Bases: CategoryCriteria

Categories:

dq-operator

A category criteria that selects records where the value in the specified columns does not fall into any of the given bins.

class PercentThreshold(
percent: Annotated[int, Strict(strict=True), FieldInfo(annotation=NoneType, required=True, metadata=[Ge(ge=0), Le(le=100)])] | Annotated[float, Strict(strict=True), FieldInfo(annotation=NoneType, required=True, metadata=[Ge(ge=0), Le(le=100)])],
)

Bases: Threshold

Categories:

dq-operator

A threshold based on a percentage of total rows.

property percent: float

Returns the percentage for the threshold.

class Select(
criteria: Criteria,
to_table: str,
include_quality_columns: Literal['none', 'criteria', 'all'] = 'none',
)

Bases: CriteriaOperator

Categories:

dq-operator

An operator that selects rows based on data quality criteria and writes them to another table.

This operation does not modify the original table.

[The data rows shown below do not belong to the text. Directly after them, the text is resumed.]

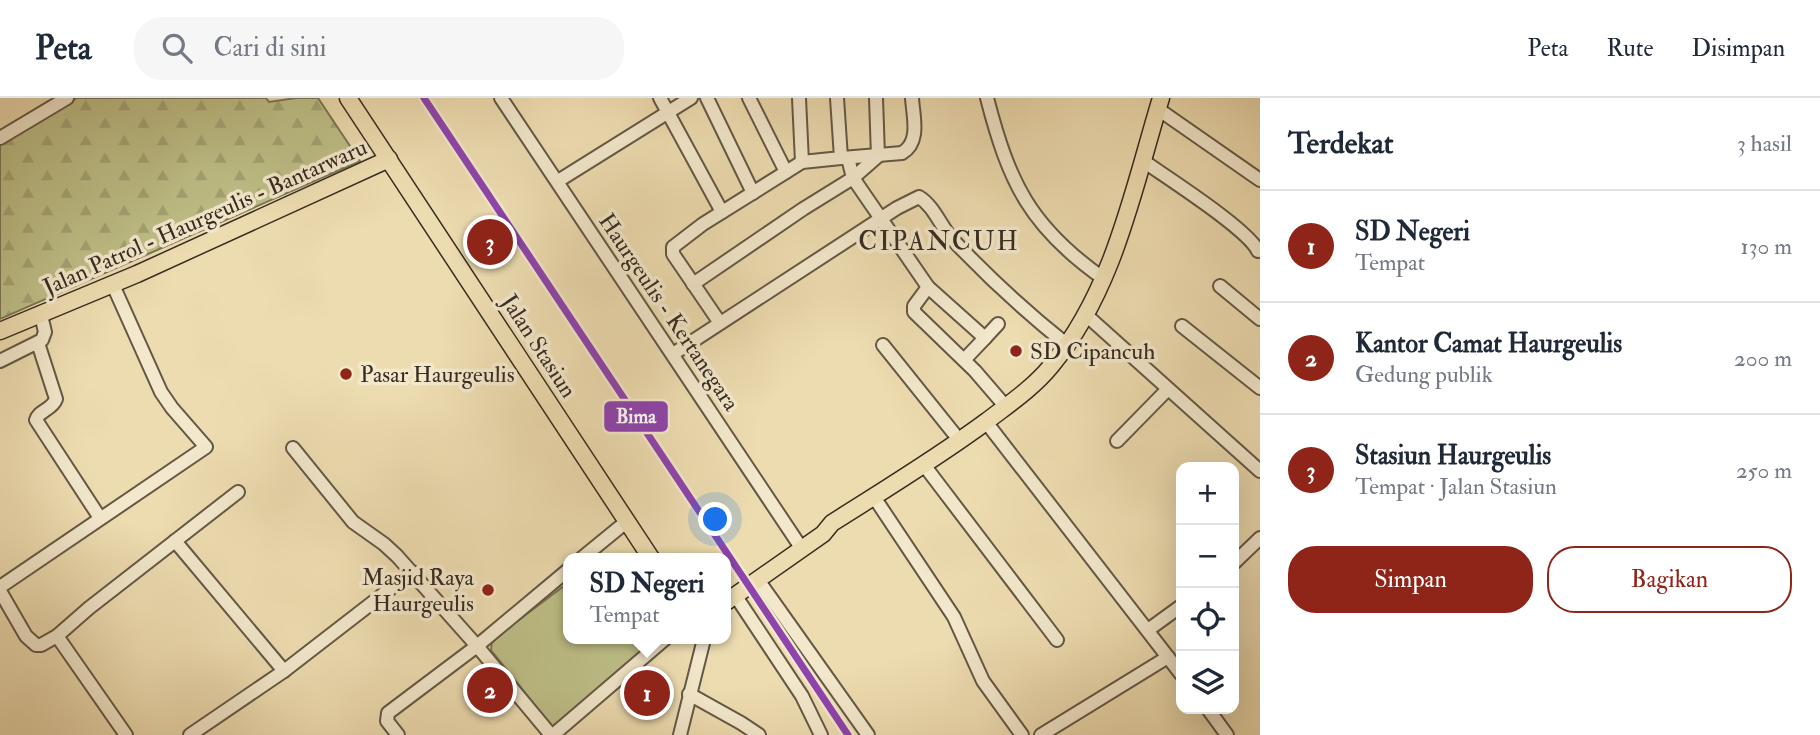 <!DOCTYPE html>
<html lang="id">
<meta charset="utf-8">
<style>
:root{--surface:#fff;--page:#f6f6f7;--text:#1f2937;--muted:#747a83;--line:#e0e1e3;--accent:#8f2418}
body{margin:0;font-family:"IM FELL Double Pica",serif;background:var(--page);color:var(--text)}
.controls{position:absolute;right:21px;bottom:21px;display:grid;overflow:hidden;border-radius:14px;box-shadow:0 7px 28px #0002}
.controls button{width:63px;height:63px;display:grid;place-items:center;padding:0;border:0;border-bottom:2px solid var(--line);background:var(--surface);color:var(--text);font:35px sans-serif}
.you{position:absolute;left:716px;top:422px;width:24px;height:24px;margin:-18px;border:5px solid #fff;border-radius:50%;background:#1a73e8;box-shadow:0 0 0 10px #1a73e833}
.badge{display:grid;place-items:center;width:46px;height:46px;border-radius:50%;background:var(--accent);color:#fff;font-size:23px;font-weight:700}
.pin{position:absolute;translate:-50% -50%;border:4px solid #fff;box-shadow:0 2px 7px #0006}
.popup{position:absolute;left:563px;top:455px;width:168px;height:91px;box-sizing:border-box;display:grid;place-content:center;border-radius:14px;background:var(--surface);filter:drop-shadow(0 2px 5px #0005);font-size:23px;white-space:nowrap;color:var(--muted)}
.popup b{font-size:26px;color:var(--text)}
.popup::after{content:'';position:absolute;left:50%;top:100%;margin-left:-14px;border:14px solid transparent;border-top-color:var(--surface)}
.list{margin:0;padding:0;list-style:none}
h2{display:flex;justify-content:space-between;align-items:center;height:91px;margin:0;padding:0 28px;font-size:30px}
h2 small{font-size:23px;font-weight:400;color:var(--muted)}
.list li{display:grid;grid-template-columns:46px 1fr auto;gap:21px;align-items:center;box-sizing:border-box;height:112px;padding:0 28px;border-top:2px solid var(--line)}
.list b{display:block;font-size:26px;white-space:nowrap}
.list p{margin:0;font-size:23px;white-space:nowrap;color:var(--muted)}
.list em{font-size:23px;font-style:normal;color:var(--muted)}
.actions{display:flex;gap:14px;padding:21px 28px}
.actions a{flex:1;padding:16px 0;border:2px solid var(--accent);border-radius:28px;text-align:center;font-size:24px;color:var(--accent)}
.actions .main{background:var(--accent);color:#fff}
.icon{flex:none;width:38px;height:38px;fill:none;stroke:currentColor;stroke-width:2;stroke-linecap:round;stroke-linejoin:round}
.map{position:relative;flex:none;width:1260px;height:637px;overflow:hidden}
header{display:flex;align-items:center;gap:42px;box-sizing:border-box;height:98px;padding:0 35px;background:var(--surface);border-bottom:2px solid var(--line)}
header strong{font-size:33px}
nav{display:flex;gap:38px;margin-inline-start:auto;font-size:24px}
.search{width:490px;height:63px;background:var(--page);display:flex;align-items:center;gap:18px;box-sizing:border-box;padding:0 24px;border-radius:28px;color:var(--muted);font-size:26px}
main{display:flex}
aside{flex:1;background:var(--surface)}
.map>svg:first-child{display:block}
.green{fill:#bebf87;stroke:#7a7654;stroke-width:2}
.forest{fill:url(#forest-firs);stroke:#7a7654;stroke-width:2}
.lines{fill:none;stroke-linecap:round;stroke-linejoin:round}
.minor-casing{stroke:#645845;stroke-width:16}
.major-casing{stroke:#372c21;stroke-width:19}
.minor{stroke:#f3e8cc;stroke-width:12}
.major{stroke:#eddcb0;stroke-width:16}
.rail-1-casing{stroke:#f3e8cc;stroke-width:12}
.rail-1{stroke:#8e44ad;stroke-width:7}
.poi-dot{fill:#8f2418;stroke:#f3e8cc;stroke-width:2.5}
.labels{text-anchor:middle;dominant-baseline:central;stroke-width:7;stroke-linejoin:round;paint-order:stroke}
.street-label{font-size:23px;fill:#372c21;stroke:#f3e8cc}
.poi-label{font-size:23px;fill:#372c21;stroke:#f3e8cc;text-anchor:start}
.quarter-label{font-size:26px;letter-spacing:2px;fill:#372c21;stroke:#f3e8cc}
.line-badge{stroke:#f3e8cc;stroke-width:2.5}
.badge-label{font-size:19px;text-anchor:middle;font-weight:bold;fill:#fff}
</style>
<header>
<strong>Peta</strong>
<div class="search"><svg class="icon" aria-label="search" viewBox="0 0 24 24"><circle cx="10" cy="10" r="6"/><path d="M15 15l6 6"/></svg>Cari di sini</div>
<nav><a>Peta</a><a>Rute</a><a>Disimpan</a></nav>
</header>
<main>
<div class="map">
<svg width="1260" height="637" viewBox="0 0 1260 637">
<defs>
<pattern id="forest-firs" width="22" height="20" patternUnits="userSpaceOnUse" patternTransform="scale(1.75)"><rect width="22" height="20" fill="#bebf87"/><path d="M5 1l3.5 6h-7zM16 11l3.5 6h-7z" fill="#a4a474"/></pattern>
</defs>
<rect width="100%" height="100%" fill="#eddcb0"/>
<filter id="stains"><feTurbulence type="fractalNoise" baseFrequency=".00286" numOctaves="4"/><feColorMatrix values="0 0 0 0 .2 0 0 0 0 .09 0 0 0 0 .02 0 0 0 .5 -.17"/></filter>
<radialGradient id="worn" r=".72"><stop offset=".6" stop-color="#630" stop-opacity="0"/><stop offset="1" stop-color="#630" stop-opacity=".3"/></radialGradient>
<polygon class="green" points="568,485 568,541 657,541 552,629 491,552 492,542"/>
<polygon class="forest" points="77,0 266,0 269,4 296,0 318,0 360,63 0,221 0,44"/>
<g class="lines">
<g class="minor-casing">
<g id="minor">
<polyline points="501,0 802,451"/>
<polyline points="660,0 722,114"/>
<polyline points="707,0 753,95"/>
<polyline points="749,0 786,74"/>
<polyline points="799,0 802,64"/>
<path d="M 987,0 C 1009,85 1030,129 1104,181"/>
<polyline points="1158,11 1260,82"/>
<polyline points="0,40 67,0"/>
<path d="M 842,60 L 902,55 C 921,44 913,18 912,0"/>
<polyline points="848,60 853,80 928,189 914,208 914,214 975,273 1006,309"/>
<path d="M 1142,62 C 1166,79 1248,131 1258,153"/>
<polyline points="558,83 691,0"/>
<polyline points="693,186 803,111 853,80 878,58 876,0"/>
<polyline points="1220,188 1260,221"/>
<polyline points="928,189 985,240 964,262"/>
<polyline points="1085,216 1260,373"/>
<polyline points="720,225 673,156 673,149 703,126 802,64 841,60 837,0"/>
<polyline points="1182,228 1260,290"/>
<polyline points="985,240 998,226"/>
<path d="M 38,245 L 56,301 C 52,312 39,312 36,322 L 100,420"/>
<polyline points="883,247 960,343"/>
<path d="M 673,256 L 897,110 L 919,99 C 934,108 941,129 953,142 C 988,179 1026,214 1066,246"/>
<polyline points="0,263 42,242 45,234 41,217"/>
<polyline points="986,324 1181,576"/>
<polyline points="1117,343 1168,291"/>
<polyline points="293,350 353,424 384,446 397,458 477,548 551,637"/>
<polyline points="924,367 1057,542"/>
<polyline points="874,399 954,519 983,583 1022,637"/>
<polyline points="175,443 284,573"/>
<polyline points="582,460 626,424"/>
<polyline points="1234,465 1260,440"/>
<polyline points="758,482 868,637"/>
<polyline points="0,489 206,349 172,310 161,294 113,187"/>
<polyline points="0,493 26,538 36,547 41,547 57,538 126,637"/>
<polyline points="735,497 802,598 821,637"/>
<polyline points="1148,532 1181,508"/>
<polyline points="57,538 89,510 238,394"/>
<polyline points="689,596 741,625 759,637"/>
<polyline points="1208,611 1227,637"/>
<polyline points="190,637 284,573 412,474"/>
<polyline points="398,637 387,623 388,615 477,548 568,472"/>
<polyline points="553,637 665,541"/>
<polyline points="680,637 704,541"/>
<polyline points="1041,637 1168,559"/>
</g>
</g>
<g class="major-casing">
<g id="major">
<polyline points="348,0 651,460"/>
<polyline points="0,233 137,176 389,61"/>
<path d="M 726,504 L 823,436 L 832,425 C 884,392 937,360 987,323 C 1009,306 1033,290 1051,268 C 1114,192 1133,92 1161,0"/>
</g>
</g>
<use href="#minor" class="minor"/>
<use href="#major" class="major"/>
<g class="rail-1-casing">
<polyline id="rail-1" points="424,0 848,637"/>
</g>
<use href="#rail-1" class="rail-1"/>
</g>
<g class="poi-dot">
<circle cx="1016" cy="253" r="7"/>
<circle cx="346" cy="276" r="7"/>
<circle cx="488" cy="492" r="7"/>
</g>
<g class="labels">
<g class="street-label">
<text transform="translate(205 119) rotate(-24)">Jalan Patrol - Haurgeulis - Bantarwaru</text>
<text transform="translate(669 214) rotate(56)">Haurgeulis - Kertanegara</text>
<text transform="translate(539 248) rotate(57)">Jalan Stasiun</text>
</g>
<g class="poi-label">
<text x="1030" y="253">SD Cipancuh</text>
<text x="360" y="276">Pasar Haurgeulis</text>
<text x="474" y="479" text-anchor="end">Masjid Raya<tspan x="474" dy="26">Haurgeulis</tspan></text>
</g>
<g class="quarter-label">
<text x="939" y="144">CIPANCUH</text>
</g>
</g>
<rect class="line-badge" x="603" y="302" width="66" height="33" rx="7" fill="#8e44ad"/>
<g class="badge-label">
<text x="636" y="325">Bima</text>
</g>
<rect width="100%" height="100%" filter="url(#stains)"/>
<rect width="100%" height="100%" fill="url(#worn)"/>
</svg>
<div class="controls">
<button>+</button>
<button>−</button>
<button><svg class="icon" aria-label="locate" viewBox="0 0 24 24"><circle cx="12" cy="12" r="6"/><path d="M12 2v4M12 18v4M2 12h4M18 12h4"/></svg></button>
<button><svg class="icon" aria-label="layers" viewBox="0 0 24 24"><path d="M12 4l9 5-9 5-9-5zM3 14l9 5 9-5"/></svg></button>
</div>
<div class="you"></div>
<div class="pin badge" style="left:647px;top:595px">1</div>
<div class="popup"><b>SD Negeri</b>Tempat</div>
<div class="pin badge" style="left:490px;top:592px">2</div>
<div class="pin badge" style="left:490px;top:144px">3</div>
</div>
<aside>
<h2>Terdekat<small>3 hasil</small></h2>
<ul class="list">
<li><span class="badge">1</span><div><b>SD Negeri</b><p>Tempat</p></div><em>130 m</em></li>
<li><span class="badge">2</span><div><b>Kantor Camat Haurgeulis</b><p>Gedung publik</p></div><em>200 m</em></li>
<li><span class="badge">3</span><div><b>Stasiun Haurgeulis</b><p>Tempat · Jalan Stasiun</p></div><em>250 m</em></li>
</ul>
<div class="actions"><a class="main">Simpan</a><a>Bagikan</a></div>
</aside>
</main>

property include_quality_columns: Literal['none', 'criteria', 'all']

Returns the data quality columns to included in the table with selected data.

property to_table: str

Returns the destination table for the selected rows.

class Summary(
table: str | None = None,
*,
tags: str | list[str] | None = None,
)

Bases: TagOperator

Categories:

dq-operator

An operator that generates a data quality summary report for a table.

property table: str | None

Returns the name of the data quality summary table.